- Data to examine -
+++++
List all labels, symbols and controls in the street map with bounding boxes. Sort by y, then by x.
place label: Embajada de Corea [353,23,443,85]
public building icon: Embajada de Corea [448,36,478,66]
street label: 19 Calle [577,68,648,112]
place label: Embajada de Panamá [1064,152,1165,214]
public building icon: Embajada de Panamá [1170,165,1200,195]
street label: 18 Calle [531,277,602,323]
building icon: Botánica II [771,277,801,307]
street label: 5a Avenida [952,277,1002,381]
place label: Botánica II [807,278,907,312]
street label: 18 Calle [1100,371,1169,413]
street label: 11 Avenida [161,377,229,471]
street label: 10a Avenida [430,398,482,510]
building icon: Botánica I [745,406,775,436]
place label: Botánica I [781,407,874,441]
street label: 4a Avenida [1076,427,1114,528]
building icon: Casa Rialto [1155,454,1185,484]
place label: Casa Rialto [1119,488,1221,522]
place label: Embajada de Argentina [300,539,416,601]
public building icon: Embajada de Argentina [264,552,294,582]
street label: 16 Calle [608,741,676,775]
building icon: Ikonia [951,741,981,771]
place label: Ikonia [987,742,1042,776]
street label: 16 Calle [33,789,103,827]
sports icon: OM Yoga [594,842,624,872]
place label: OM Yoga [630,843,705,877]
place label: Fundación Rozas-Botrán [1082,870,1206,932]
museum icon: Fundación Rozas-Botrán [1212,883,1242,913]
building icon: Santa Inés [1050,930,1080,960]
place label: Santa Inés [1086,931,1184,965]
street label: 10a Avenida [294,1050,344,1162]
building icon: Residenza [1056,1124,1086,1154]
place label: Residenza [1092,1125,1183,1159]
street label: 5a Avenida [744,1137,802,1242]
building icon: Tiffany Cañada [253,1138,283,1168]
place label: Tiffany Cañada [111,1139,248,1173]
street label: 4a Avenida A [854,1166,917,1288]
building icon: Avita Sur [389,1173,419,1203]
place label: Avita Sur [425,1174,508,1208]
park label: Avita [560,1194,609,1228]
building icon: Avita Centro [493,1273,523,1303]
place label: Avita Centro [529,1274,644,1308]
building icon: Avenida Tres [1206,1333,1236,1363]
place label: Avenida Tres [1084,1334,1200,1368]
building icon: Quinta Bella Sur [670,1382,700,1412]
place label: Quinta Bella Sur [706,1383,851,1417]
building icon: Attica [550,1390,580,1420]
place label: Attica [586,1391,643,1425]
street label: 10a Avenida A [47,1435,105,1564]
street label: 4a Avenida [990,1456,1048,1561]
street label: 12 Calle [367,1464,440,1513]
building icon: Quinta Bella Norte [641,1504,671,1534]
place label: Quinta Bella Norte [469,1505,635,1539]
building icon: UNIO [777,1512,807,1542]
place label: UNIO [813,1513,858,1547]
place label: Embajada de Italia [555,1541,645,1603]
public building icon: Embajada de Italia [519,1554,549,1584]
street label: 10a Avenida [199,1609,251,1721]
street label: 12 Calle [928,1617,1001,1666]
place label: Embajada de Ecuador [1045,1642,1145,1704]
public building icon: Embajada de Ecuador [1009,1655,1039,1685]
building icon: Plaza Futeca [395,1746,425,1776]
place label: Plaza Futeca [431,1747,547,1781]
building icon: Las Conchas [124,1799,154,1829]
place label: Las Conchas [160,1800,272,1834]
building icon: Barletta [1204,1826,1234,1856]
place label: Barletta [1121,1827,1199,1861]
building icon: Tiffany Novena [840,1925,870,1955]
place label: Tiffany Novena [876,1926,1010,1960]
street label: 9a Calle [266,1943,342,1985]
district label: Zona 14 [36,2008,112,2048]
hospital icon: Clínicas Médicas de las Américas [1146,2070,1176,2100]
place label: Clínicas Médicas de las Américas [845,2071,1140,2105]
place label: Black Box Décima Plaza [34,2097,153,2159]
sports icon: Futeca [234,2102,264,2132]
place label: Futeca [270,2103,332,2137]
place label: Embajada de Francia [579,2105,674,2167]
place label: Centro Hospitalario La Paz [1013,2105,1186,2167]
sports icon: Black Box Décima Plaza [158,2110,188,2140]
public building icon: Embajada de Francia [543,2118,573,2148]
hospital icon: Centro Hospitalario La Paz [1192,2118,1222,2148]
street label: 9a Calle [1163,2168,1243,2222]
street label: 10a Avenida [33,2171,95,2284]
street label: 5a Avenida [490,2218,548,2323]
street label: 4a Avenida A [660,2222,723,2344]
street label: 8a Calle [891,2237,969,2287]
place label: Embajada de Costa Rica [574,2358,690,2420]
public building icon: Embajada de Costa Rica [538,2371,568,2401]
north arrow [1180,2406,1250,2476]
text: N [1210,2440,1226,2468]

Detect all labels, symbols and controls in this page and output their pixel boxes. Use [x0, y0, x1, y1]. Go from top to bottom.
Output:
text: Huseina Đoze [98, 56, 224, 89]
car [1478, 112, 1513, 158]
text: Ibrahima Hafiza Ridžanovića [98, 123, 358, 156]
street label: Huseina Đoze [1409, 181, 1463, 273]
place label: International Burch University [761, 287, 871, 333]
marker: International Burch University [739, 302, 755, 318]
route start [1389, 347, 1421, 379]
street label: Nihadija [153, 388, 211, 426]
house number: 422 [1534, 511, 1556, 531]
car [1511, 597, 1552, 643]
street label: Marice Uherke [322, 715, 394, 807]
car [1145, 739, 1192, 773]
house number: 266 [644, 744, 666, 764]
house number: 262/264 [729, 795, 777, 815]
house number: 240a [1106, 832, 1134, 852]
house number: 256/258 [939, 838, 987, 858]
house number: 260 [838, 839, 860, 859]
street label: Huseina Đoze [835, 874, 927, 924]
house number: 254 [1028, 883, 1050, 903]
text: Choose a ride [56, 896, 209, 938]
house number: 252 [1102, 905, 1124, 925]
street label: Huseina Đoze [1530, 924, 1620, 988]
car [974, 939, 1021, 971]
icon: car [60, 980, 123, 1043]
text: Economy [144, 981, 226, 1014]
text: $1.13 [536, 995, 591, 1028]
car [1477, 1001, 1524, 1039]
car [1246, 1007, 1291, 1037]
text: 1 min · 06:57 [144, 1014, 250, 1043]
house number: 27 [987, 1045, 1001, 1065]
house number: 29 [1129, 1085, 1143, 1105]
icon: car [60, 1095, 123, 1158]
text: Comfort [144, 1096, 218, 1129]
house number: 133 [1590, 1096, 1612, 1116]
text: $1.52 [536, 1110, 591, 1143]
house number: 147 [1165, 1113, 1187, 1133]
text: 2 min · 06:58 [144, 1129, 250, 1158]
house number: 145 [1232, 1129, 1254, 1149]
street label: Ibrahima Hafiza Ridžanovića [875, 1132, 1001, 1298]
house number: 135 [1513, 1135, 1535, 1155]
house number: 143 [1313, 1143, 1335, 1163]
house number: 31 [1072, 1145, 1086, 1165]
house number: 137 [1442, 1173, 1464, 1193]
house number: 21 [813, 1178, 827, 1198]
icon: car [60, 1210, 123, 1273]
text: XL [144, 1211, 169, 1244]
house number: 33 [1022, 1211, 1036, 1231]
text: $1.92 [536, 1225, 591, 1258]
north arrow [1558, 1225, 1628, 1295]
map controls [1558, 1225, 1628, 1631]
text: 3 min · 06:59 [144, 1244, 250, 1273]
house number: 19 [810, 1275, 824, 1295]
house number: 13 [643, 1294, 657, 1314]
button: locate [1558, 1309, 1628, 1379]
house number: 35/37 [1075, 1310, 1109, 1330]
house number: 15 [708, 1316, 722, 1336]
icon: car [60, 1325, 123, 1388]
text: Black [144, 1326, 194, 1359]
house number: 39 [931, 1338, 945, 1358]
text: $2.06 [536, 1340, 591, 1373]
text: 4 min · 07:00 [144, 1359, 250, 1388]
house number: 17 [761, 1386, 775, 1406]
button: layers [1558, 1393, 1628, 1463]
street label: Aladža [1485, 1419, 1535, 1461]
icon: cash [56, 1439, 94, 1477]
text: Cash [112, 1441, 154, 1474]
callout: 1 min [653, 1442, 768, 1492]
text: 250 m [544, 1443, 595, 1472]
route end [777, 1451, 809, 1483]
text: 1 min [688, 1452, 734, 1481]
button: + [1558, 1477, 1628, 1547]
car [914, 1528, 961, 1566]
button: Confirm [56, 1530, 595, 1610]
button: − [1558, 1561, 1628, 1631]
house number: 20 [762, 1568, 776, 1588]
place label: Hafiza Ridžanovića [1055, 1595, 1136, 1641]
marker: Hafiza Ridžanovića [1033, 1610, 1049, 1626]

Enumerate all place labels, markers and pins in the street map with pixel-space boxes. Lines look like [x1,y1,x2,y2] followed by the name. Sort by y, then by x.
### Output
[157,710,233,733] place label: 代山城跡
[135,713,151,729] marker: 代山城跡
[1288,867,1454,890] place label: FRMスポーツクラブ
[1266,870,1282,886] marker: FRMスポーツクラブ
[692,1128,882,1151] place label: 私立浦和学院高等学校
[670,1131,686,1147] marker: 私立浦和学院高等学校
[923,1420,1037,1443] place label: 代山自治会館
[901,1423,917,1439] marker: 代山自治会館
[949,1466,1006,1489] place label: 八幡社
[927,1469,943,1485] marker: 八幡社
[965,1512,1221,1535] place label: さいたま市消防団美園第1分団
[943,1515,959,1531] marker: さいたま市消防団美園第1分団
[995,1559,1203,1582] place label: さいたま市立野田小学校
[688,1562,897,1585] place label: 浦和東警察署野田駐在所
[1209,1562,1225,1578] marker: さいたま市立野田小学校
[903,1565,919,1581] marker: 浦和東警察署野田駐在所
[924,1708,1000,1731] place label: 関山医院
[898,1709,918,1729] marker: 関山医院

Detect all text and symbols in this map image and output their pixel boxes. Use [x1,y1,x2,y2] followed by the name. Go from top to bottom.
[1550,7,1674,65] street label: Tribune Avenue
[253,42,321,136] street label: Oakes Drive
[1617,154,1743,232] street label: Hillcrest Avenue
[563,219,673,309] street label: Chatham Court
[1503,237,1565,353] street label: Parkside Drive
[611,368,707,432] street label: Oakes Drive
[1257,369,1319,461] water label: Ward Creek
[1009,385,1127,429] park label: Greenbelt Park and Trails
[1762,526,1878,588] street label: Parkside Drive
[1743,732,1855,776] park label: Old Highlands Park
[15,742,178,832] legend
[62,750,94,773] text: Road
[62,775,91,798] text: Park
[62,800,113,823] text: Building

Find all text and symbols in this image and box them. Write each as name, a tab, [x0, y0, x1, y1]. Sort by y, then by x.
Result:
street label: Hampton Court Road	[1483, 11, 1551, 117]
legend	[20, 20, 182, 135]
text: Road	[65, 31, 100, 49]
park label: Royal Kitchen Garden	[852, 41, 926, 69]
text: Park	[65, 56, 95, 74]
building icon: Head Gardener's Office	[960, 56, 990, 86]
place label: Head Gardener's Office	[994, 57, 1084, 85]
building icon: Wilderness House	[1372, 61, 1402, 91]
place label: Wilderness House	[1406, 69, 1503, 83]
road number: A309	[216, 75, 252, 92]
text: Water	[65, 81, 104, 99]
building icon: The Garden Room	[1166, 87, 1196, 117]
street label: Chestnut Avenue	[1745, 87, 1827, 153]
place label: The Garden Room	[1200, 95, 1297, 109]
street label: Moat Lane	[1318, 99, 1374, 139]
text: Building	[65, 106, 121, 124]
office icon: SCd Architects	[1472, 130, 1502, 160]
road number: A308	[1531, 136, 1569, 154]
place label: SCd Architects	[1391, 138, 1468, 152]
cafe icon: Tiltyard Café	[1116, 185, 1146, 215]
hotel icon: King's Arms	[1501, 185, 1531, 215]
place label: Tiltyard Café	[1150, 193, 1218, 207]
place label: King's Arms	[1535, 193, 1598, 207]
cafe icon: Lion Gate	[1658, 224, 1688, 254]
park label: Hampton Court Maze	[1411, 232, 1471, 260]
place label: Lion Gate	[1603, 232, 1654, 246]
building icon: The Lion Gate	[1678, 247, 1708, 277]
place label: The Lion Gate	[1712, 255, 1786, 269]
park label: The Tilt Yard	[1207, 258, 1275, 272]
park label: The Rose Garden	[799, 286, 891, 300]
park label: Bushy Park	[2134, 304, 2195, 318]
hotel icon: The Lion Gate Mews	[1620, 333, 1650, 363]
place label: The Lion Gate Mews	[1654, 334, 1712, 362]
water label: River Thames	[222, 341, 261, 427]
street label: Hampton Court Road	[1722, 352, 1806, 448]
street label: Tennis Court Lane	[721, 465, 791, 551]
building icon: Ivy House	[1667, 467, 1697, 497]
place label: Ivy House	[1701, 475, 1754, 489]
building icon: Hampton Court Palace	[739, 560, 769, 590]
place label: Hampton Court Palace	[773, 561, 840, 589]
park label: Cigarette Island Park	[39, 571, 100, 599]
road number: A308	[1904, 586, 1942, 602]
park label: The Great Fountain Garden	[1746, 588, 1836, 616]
+++++
- Your goal -
Gather all lines of the records that include the word "代山自治会館".

- Response for this exercise -
[923,1420,1037,1443] place label: 代山自治会館
[901,1423,917,1439] marker: 代山自治会館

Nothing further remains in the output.